May my thoughts and choices remain positive and life-giving.
It was Gandhi who said
that “no sacrifice is worth the name unless it is a joy: sacrifice and a long face go ill together,”
and Martin Luther King proclaimed
that “unearned suffering is redemptive”. I unite myself and commit myself
 
to standing beside so many brothers and sisters who are suffering at this moment in different ways.
I join many people, Father,
and commit myself in solidarity with them, whilst praying each day
never to be down-hearted or negative. The offering of self is important, Father,
because difficulties can be transformed for the benefit of others.
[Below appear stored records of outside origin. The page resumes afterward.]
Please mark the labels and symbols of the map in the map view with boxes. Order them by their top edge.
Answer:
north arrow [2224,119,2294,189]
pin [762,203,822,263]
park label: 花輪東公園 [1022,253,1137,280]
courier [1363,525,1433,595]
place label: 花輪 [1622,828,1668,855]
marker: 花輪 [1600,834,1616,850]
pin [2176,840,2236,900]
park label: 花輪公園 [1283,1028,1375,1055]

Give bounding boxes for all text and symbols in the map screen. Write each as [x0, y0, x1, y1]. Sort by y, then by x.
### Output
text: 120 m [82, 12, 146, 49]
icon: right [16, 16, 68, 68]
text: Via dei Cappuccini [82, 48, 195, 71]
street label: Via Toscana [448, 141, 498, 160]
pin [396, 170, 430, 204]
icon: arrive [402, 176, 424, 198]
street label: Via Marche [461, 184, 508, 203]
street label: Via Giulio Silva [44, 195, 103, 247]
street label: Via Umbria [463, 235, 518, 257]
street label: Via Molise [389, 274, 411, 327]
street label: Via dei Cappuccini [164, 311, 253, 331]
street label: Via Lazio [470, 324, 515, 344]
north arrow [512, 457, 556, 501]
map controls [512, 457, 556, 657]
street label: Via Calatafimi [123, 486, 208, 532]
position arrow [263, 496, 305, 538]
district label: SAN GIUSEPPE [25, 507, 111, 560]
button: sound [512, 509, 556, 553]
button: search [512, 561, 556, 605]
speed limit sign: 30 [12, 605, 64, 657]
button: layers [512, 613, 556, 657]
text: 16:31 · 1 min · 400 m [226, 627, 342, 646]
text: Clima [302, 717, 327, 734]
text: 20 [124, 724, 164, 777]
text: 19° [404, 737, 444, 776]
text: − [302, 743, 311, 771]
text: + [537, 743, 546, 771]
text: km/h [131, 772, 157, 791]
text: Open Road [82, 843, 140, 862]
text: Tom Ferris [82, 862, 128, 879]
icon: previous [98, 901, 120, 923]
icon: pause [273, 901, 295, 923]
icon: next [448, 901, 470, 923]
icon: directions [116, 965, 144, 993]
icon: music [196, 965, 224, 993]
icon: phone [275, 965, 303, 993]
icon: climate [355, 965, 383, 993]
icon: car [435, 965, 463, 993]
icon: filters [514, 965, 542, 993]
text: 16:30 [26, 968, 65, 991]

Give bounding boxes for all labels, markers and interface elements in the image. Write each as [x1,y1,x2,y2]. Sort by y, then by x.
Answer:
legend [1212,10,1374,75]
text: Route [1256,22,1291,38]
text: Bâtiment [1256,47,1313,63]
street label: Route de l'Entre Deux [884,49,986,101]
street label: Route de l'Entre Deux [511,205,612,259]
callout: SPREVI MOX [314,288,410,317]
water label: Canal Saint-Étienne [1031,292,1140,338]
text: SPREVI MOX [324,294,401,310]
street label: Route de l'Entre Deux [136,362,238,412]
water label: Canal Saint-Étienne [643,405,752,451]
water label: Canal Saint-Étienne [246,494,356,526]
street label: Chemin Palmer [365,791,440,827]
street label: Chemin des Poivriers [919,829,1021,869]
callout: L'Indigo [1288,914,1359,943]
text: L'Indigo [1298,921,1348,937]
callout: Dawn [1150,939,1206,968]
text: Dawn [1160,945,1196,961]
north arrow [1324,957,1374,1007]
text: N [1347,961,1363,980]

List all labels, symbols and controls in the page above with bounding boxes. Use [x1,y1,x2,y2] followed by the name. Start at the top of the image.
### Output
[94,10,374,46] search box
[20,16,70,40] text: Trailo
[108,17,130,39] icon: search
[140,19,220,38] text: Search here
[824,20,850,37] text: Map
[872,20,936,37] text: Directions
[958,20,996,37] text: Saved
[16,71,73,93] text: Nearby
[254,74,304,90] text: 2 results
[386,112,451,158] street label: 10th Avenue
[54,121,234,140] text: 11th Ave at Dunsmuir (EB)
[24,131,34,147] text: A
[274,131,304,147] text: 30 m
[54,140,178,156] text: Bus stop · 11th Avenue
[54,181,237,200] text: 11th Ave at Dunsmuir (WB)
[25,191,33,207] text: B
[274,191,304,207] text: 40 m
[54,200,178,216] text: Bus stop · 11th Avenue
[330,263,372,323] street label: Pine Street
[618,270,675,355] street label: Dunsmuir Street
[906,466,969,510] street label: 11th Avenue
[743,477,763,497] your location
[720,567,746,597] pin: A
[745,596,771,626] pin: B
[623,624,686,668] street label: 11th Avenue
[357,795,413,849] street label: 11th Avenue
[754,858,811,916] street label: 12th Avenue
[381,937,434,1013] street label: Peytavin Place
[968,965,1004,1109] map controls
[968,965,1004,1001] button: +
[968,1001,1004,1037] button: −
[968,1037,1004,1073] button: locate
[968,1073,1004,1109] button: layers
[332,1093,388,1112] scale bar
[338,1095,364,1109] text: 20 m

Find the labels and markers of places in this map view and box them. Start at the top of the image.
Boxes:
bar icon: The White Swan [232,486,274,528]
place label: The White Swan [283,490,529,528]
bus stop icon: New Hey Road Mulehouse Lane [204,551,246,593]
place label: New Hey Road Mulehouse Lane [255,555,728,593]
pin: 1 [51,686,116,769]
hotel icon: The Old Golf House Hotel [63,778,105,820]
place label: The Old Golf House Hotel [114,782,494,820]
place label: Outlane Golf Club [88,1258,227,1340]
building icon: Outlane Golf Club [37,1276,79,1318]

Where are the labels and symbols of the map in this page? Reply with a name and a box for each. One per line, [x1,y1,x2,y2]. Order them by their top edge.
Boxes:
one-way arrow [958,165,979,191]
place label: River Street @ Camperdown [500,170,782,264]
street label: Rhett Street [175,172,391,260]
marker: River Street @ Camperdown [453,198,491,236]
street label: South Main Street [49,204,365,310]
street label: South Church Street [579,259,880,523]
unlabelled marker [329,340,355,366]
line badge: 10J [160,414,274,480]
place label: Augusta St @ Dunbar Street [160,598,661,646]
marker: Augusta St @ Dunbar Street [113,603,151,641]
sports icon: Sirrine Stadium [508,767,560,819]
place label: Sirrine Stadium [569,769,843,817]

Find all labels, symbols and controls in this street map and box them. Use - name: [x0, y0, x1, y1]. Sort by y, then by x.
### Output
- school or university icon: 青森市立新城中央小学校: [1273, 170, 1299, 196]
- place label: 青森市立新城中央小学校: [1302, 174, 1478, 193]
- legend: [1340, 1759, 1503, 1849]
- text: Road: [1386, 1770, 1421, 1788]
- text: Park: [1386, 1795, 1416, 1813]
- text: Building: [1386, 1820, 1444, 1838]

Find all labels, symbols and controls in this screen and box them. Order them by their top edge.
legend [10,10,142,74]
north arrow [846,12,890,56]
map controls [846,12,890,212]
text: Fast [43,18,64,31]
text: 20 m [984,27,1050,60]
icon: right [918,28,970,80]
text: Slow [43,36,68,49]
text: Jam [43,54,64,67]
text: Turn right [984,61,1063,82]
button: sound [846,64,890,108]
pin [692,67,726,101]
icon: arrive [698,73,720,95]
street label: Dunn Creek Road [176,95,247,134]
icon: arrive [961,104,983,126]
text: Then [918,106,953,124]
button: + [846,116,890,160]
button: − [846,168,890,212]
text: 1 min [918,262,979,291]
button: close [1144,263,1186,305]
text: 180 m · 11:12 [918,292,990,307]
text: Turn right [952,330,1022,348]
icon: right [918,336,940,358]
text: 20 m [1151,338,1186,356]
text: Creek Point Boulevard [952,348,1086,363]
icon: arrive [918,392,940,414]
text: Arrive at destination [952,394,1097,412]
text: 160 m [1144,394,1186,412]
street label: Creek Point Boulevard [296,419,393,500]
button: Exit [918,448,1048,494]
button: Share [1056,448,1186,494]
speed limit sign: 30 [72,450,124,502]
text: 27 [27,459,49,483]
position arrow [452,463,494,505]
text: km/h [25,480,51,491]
I can – and often must – ‘fight’ certain things,
but in a different sense from what many people think.
I am undergoing experiences
and am called to benefit, to learn from it all, to be a better person,
and I pray that those around me, too, will become even better people
because of their circumstances and mine.
I ‘fight’ in the sense of taking to heart such words as these:
“Do not fear, greatly beloved; you are safe.
Be strong and courageous.”    Dan 10:11ff

The broadcaster, Mary Craig,
had two children bearing handicaps, and she wrote:
“Our tragedy is not that we suffer but that we waste suffering.
We lose the opportunity
to let it grow into compassion”, and Thomas Merton remarked that “compassion is not learned without suffering”.
I reflect, Father, that in coming to live as one of us,
Jesus did not seek to explain suffering but he did fill it with his presence
and changed people’s lives, as he has done with mine.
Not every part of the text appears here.